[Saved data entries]
====
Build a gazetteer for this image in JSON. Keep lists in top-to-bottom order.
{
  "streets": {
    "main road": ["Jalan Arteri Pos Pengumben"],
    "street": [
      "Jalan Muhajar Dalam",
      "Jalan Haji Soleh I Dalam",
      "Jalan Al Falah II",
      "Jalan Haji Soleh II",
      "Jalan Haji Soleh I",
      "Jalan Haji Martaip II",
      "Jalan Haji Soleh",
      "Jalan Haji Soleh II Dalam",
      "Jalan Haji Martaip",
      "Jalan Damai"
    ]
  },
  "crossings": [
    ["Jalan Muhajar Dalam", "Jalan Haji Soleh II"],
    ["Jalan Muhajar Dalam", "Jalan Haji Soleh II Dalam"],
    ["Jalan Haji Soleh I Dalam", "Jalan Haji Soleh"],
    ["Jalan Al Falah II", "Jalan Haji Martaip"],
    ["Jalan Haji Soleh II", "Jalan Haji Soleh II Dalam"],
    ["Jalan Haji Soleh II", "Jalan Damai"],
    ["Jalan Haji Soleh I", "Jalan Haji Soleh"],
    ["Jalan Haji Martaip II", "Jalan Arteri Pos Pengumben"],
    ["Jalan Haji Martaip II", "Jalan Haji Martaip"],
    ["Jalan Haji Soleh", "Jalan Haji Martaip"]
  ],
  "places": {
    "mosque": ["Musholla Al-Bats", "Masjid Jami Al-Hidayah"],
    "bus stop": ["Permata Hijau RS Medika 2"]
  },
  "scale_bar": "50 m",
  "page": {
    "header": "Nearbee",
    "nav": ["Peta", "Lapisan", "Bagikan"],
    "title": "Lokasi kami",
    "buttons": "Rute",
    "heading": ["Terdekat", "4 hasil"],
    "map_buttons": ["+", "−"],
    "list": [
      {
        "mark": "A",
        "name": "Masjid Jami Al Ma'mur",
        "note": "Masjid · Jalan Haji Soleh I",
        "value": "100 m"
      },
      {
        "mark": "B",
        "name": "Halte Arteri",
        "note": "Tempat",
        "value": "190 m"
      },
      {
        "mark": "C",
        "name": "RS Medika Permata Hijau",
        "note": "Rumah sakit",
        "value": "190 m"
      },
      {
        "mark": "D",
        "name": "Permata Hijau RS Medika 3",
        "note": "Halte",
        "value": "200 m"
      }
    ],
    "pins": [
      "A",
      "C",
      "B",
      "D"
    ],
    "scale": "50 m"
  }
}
====
**ASSIGNMENT**
Every entry that appears above should be duplicated exactly.

**THE COMPLETED TASK**
Build a gazetteer for this image in JSON. Keep lists in top-to-bottom order.
{
  "streets": {
    "main road": ["Jalan Arteri Pos Pengumben"],
    "street": [
      "Jalan Muhajar Dalam",
      "Jalan Haji Soleh I Dalam",
      "Jalan Al Falah II",
      "Jalan Haji Soleh II",
      "Jalan Haji Soleh I",
      "Jalan Haji Martaip II",
      "Jalan Haji Soleh",
      "Jalan Haji Soleh II Dalam",
      "Jalan Haji Martaip",
      "Jalan Damai"
    ]
  },
  "crossings": [
    ["Jalan Muhajar Dalam", "Jalan Haji Soleh II"],
    ["Jalan Muhajar Dalam", "Jalan Haji Soleh II Dalam"],
    ["Jalan Haji Soleh I Dalam", "Jalan Haji Soleh"],
    ["Jalan Al Falah II", "Jalan Haji Martaip"],
    ["Jalan Haji Soleh II", "Jalan Haji Soleh II Dalam"],
    ["Jalan Haji Soleh II", "Jalan Damai"],
    ["Jalan Haji Soleh I", "Jalan Haji Soleh"],
    ["Jalan Haji Martaip II", "Jalan Arteri Pos Pengumben"],
    ["Jalan Haji Martaip II", "Jalan Haji Martaip"],
    ["Jalan Haji Soleh", "Jalan Haji Martaip"]
  ],
  "places": {
    "mosque": ["Musholla Al-Bats", "Masjid Jami Al-Hidayah"],
    "bus stop": ["Permata Hijau RS Medika 2"]
  },
  "scale_bar": "50 m",
  "page": {
    "header": "Nearbee",
    "nav": ["Peta", "Lapisan", "Bagikan"],
    "title": "Lokasi kami",
    "buttons": "Rute",
    "heading": ["Terdekat", "4 hasil"],
    "map_buttons": ["+", "−"],
    "list": [
      {
        "mark": "A",
        "name": "Masjid Jami Al Ma'mur",
        "note": "Masjid · Jalan Haji Soleh I",
        "value": "100 m"
      },
      {
        "mark": "B",
        "name": "Halte Arteri",
        "note": "Tempat",
        "value": "190 m"
      },
      {
        "mark": "C",
        "name": "RS Medika Permata Hijau",
        "note": "Rumah sakit",
        "value": "190 m"
      },
      {
        "mark": "D",
        "name": "Permata Hijau RS Medika 3",
        "note": "Halte",
        "value": "200 m"
      }
    ],
    "pins": [
      "A",
      "C",
      "B",
      "D"
    ],
    "scale": "50 m"
  }
}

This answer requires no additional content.